Ee.uu. desembarca de nuevo en caracas tras siete años de silencio diplomático
La bandera de las barras y las estrellas ondea otra vez en la avenida Francisco de Miranda. La embajada de Estados Unidos en caracas abrió ayer sus puertas tras siete años de oficina fantasma, un regreso que huele a pintura fresca y a apuesta geopolítica.
La última vez que un diplomático estadounidense cerró la verja principal fue en marzo de 2019, cuando Donald Trump rompió lazos con Nicolás Maduro y trasladó la operación a un piso en Bogotá al que solo accedían los más iniciados. Ahora, Laura F. Dogu, exembajadora en Honduras y actual encargada de negocios, ha desembarcado en el chavismo con maletín nuevo y ánimo de reconstrucción.

El plan de tres fases que empuja la reapertura
El Departamento de Estado habla de «diplomacia de bajo perfil» y, sin embargo, la cifra habla por sí sola: 2,3 millones de dólares destinados a reparar infraestructura, blindar oficinas y levantar un consulado que, en teoría, volverá a expedir visas en 2025. La fase uno ya se consumó: Dogu y seis funcionarios se instalaron en un ala del edificio que fue sede de la ExxonMobil caraqueña. La fase dos implicará traer a 25 empleados más y reanudar servicios consulares básicos. La tres, la gran incógnita: una embajada plena que dialogue tanto con la oposición como con el oficialismo.
Lo que nadie cuenta es que el regreso coincide con el anuncio de licitaciones petroleras que Maduro lanzó la semana pasada y con la flexibilización parcial de sanciones que el Tesoro de EE.UU. estudia para enero. El timing no es casual: Washington necesita contrapeso a la influencia rusa y china en los yacimientos del Orinoco, y caracas requiere oxígeno para reactivar una economía que cerró 2023 con inflación del 189 %.
En los pasillos de la embajada, los funcionarios evitan la palabra «reconocimiento». Prefieren «interacción directa». Es decir: se reunirán con sindicatos, empresarios, ONG y, sí, también con representantes del chavismo que acepten sentarse. El mensaje, dicen, es «presencia sin bandera». Pero hay un detalle: el gobierno interino de Juan Guaidó ya no existe ni en el papel. El nuevo mapa de actores incluye a la Plataforma Unitaria, a la Alianza Democrática y a tres gobernadores opositores juramentados ante la Asamblea chavista.
En Altamira, vecinos de la urbanización Miranda cuentan que han visto camionetas con placas diplomáticas circular de noche. «Instalan antenas», susurra un portero. «Será la NSA», responde otro. La verdad es más prosaica: están pintando y cableando. El edificio, diseñado en 1953 por el arquitecto Tomás Sanabria, lucía techo filtrado y cristales rotos. Ahora se alquila una grúa todos los días para sustituir los cristales blindados que Maduro mandó apedrear en 2019.

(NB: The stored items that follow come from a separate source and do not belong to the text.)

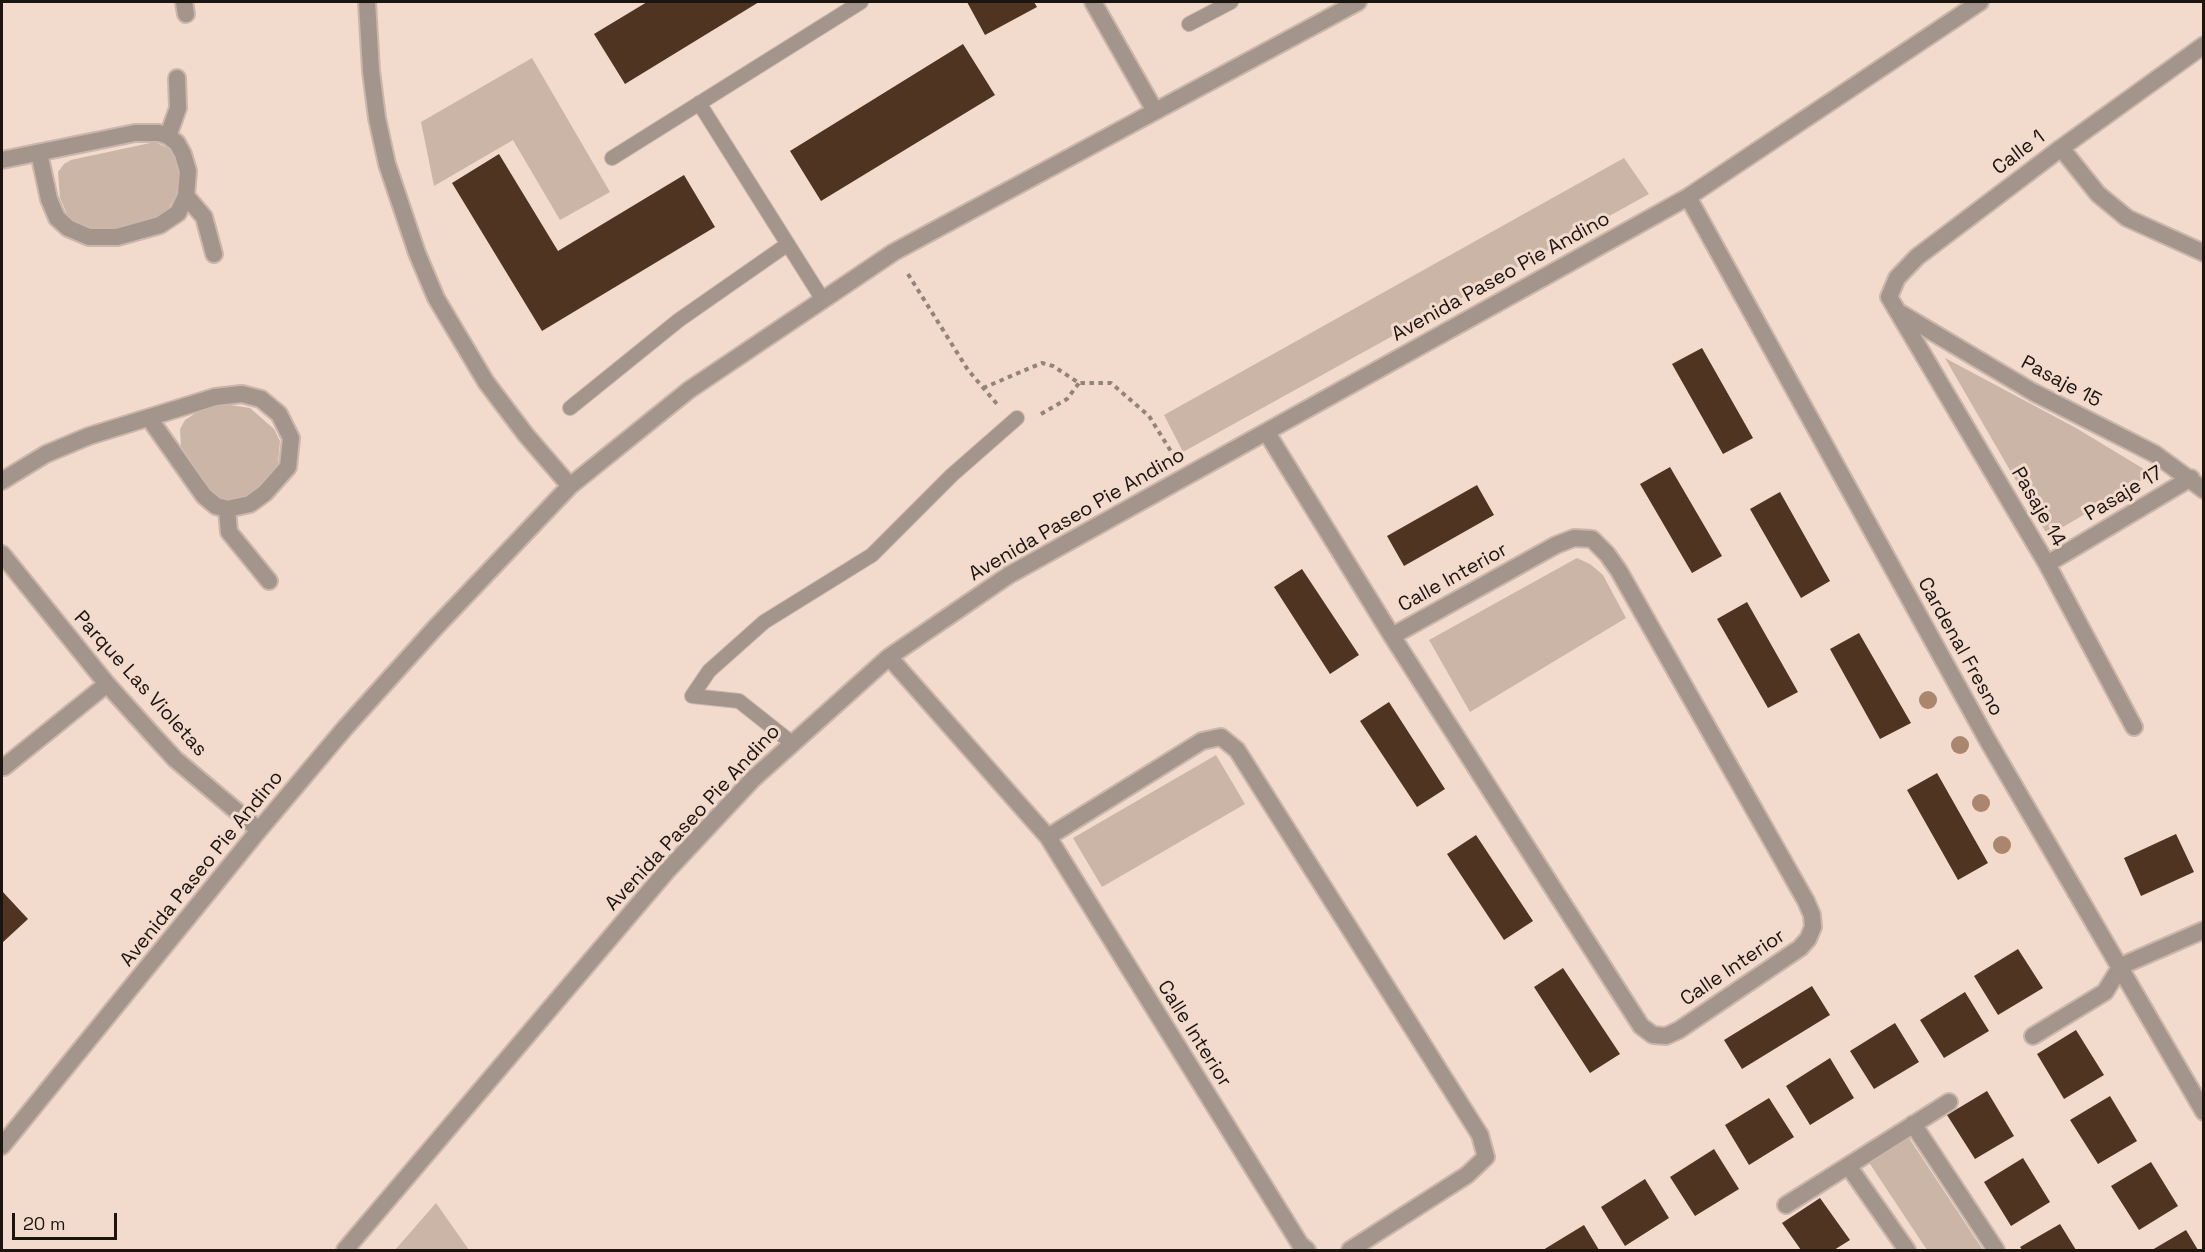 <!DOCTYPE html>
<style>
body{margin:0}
#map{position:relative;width:2205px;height:1252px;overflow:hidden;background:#f2dacc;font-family:"Space Grotesk",sans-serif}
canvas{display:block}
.frame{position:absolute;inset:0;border:3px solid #1c140f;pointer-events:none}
.scale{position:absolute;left:12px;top:1213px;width:105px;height:27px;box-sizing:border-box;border:3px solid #1c140f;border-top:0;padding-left:8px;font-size:18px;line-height:21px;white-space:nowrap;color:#1c140f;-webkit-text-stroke:4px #f2dacc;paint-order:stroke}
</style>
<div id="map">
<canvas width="2205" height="1252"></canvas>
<div class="frame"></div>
<div class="scale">20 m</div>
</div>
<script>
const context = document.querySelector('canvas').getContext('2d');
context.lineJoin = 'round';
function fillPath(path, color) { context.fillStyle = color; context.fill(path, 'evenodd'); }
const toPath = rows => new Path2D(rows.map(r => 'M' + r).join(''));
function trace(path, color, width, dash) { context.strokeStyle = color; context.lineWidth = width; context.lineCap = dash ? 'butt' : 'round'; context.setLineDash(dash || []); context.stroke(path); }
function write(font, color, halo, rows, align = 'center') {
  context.font = font + ' "Space Grotesk",sans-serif'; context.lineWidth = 6; context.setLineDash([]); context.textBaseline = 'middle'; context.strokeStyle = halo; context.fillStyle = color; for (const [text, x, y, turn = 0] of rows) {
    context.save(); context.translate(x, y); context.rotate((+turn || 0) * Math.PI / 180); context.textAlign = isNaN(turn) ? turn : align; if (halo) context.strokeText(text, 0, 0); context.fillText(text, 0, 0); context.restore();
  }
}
const green = toPath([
 [532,58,610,192,560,220,513,140,434,186,421,122],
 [155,142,170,149,175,160,179,176,176,195,166,213,158,218,111,230,87,230,70,221,60,198,58,172,64,164,71,160],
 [1624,158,1649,194,1183,452,1164,415],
 [1945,358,2076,428,2152,474,2048,536],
 [224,404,250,408,274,429,280,441,278,463,272,475,262,487,241,500,220,499,212,492,181,446,180,429,185,420,199,411],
 [1577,558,1590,564,1603,575,1626,618,1470,712,1429,640],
 [1216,755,1245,804,1102,887,1073,838],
 [1907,1135,1983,1250,1927,1250,1868,1161],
 [436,1203,469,1250,395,1250]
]);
const building = toPath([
 [647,2,759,2,625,84,594,34],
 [967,2,1034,2,1037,7,985,35],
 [963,44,995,95,821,201,790,151],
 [499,154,558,251,684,175,715,227,542,331,452,183],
 [1702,348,1753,438,1723,454,1672,364],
 [1670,467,1722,556,1692,573,1640,484],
 [1477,485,1494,515,1404,566,1387,536],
 [1780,492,1830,581,1801,598,1750,509],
 [1302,569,1359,655,1330,674,1274,587],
 [1747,602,1798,692,1768,708,1717,619],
 [1859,633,1911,723,1880,739,1830,649],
 [1389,702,1445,789,1417,807,1360,721],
 [1937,773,1988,863,1958,880,1907,790],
 [2176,834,2194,872,2141,896,2124,858],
 [1476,835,1533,921,1504,940,1447,854],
 [2,891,28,919,2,943],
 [2018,949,2043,988,1998,1015,1974,976],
 [1563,968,1620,1054,1590,1073,1534,987],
 [1812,986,1830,1015,1742,1069,1724,1040],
 [1965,992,1989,1031,1944,1058,1920,1020],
 [1895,1023,1919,1062,1874,1089,1850,1051],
 [2076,1030,2104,1075,2064,1099,2037,1054],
 [1830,1058,1854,1098,1810,1125,1786,1086],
 [1987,1091,2014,1136,1975,1159,1947,1115],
 [2110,1096,2137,1141,2098,1164,2070,1120],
 [1769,1098,1794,1137,1749,1165,1725,1125],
 [1714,1149,1739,1189,1695,1216,1670,1177],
 [2023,1158,2050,1202,2011,1226,1984,1182],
 [2151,1162,2178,1206,2139,1230,2111,1186],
 [1645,1179,1669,1218,1625,1246,1601,1207],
 [1820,1198,1850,1240,1834,1250,1801,1250,1782,1223],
 [2060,1224,2076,1250,2022,1250,2020,1247],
 [1584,1225,1599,1250,1543,1250],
 [2186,1230,2198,1250,2152,1250]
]);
const path = toPath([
 [908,274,968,370,997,404],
 [983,388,1042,363,1053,366,1079,383,1111,383,1149,416,1172,453],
 [1041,414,1067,399,1079,383]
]);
const service = toPath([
 [1189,24,1231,2],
 [699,103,823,300],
 [612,158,861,2],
 [570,408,679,320,788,244],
 [792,743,739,701,692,696,709,671,764,622,872,555,952,475,1017,418]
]);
const minor = toPath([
 [184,2,186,14],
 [367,2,371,71,377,118,387,164,417,253,436,298,486,382,526,435,570,486],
 [1093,2,1155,111],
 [168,136,178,108,177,78],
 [2061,148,2098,194,2127,218,2204,253],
 [2,160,135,133,159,133,168,136,177,143,183,154,188,171,186,196,178,213,160,225,117,237,89,237,68,228,57,218,49,199,39,153],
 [186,196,204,217,214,254],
 [1688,197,1988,741,2204,1112],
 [1902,314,2033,392,2155,454,2204,490],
 [1267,433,1392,636,1641,1026,1653,1035,1666,1036,1679,1030,1800,948,1808,939,1813,927,1812,915,1806,901,1619,571,1607,554,1592,539,1574,538,1556,545,1392,636],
 [2,481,46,454,89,436,215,397,242,394,261,399,279,414,291,438,288,467,265,493,250,504,227,509,216,506,204,496,149,418],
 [227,509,229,532,269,581],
 [2,554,107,684,152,734,175,759,259,830],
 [2047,564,2191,478],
 [889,657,1048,837,1300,1244,1307,1250],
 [2134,727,2047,564,1889,297,1897,278,1917,257,2061,148,2204,45],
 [4,767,107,684],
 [1048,837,1202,741,1221,737,1237,750,1480,1135,1486,1157,1467,1175,1350,1250],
 [2033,1036,2105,992,2121,966,2204,930],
 [1913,1124,1996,1250],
 [2,1146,259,830,345,728,435,628,570,486,689,390,894,252,1358,2],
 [1849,1167,1907,1250],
 [1786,1205,1949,1102],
 [345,1250,666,872,753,779,889,657,1009,575,1688,197,1980,2]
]);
const trees = [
 [1928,700],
 [1960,745],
 [1981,803],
 [2002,845]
];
const streetNames = [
 ["Calle 1",2019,153,-37],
 ["Avenida Paseo Pie Andino",1501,277,-29],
 ["Pasaje 15",2061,382,28],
 ["Pasaje 17",2124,494,-31],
 ["Pasaje 14",2038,507,60],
 ["Avenida Paseo Pie Andino",1077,515,-30],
 ["Calle Interior",1453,578,-29],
 ["Cardenal Fresno",1960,647,61],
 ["Parque Las Violetas",140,684,48],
 ["Avenida Paseo Pie Andino",693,818,-47],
 ["Avenida Paseo Pie Andino",202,869,-51],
 ["Calle Interior",1733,968,-34],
 ["Calle Interior",1194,1034,58]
];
fillPath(green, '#cbb5a7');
fillPath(building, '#4f3422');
trace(service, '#cbb6aa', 16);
trace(minor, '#cbb6aa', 20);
trace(path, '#948379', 4, [4.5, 4.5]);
trace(service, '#a3948c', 14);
trace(minor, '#a3948c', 16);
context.fillStyle = '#aa866e';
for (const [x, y] of trees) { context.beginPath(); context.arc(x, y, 9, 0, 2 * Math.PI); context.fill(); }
write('20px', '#1c140f', '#f2dacc', streetNames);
</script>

El regreso de EE.UU. no implica, de momento, la reapertura de una embajada venezolana en Washington. El consulado venezolano en la avenida K Street sigue cerrado. El personal chavista atiende desde la sede de la ONU en Nueva York, y los trámites de pasaportes los gestiona una empresa mexicana subcontratada. Así las cosas, la asimetría es total: caracas recibe, pero no devuelve.
El viernes, Dogu visitó el laboratorio de Feed the Children en Catia. Publicó una foto en redes: niños con bandejas de arepas y un pie de foto que rezaba «trabajando por la democracia». El ministerio de Interior respondió con un comunicado: «La cooperación es bienvenida, pero sin injerencia». En el país de los cortocircuitos, hasta la caridad genera suspicacia.
La última vez que una diplomática estadounidense caminó por caracas con tanta libertad fue cuando Hillary Clinton visitó a Hugo Chávez en 2010. Aquella foto en Miraflores parecía historia antigua. Ahora, Dogu repite la ruta, pero el tablero cambió: el petróleo ya no rinde lo mismo, el chavismo negocia con Biden y la oposición pide elecciones sin María Corina Machado en la boleta. El regreso de la embajada, en definitiva, no es un final: es la antesala de otro round.